The search for survivors in the rubble of China's powerful earthquake grew bleak, with rescuers in some areas no longer listening for trapped victims.

There were a few tales of rescues even six days after the magnitude 7.9 quake in central China. But the focus of efforts in the disaster zone appeared to shift to clearing corpses from shattered buildings as the number of confirmed dead rose to 32,477.

Another 220,109 people suffered injuries, the official Xinhua News Agency reported. The government has said it expects the final death toll will surpass 50,000.

China is suspending the Beijing Olympic torch relay for three days as part of a national mourning for victims of the earthquake.

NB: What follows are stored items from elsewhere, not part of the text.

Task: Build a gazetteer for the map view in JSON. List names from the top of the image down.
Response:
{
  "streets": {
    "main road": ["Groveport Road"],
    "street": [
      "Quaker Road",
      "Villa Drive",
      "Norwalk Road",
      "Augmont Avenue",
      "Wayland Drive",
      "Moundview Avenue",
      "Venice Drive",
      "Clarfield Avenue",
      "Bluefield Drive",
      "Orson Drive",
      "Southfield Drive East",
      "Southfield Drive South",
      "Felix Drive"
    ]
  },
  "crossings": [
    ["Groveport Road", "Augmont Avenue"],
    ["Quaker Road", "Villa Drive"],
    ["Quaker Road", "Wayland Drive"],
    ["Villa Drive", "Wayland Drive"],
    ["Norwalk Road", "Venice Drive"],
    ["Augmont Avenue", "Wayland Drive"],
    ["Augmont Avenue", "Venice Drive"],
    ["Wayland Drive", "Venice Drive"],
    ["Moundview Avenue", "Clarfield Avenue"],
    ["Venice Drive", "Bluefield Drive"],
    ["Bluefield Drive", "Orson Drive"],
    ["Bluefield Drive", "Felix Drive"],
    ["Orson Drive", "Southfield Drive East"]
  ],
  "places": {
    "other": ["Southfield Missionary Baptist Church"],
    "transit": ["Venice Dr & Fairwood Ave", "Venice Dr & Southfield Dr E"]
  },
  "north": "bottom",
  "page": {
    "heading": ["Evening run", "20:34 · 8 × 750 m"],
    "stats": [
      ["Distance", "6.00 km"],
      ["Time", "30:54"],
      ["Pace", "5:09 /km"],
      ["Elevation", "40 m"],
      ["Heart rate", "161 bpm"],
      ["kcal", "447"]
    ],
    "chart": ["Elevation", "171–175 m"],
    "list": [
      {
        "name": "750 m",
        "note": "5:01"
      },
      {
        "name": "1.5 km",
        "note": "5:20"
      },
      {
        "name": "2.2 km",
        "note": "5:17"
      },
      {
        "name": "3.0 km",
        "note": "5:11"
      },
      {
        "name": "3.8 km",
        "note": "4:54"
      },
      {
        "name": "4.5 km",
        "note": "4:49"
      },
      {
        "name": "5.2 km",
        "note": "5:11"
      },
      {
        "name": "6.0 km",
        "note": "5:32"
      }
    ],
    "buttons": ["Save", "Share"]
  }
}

Meanwhile, people ran into the streets as a strong aftershock - measured by the US Geological Survey at magnitude 5.7 - shook the area for 45 seconds.

Few hopeful relatives were seen in Beichuan, near the quake's epicentre, where several dozen corpses in blue body bags lay in a street, with soldiers regularly finding more dead in the wreckage. Rescue workers in the city sprinkled lime on the bodies and sprayed disinfectant nearby.

A Malaysian rescue team in the town of Muyu, further north, sifted slowly and methodically through the wreckage, using giant cutters to split steel girders. However, they had apparently abandoned earlier efforts to tap on the debris in hopes that survivors would hear and respond.

Dozens of students were buried in new graves dotting a green hillside overlooking the rubble, the small mounds of dirt failing to block the pungent smell of decay wafting from the ground. Most graves were unmarked, though several had wooden markers with names scribbled on them.

Experts say buried earthquake survivors can live a week or more, depending on factors including the temperature and whether they have water to drink - but that survival prospects diminish rapidly after the first 24 hours. A "slightly bruised" man was pulled out alive from a collapsed hospital today after being trapped for 139 hours, Xinhua reported.

The World Health Organisation said conditions for homeless survivors were ripe for outbreaks of disease and called for quick action to supply clean water and proper hygiene facilities.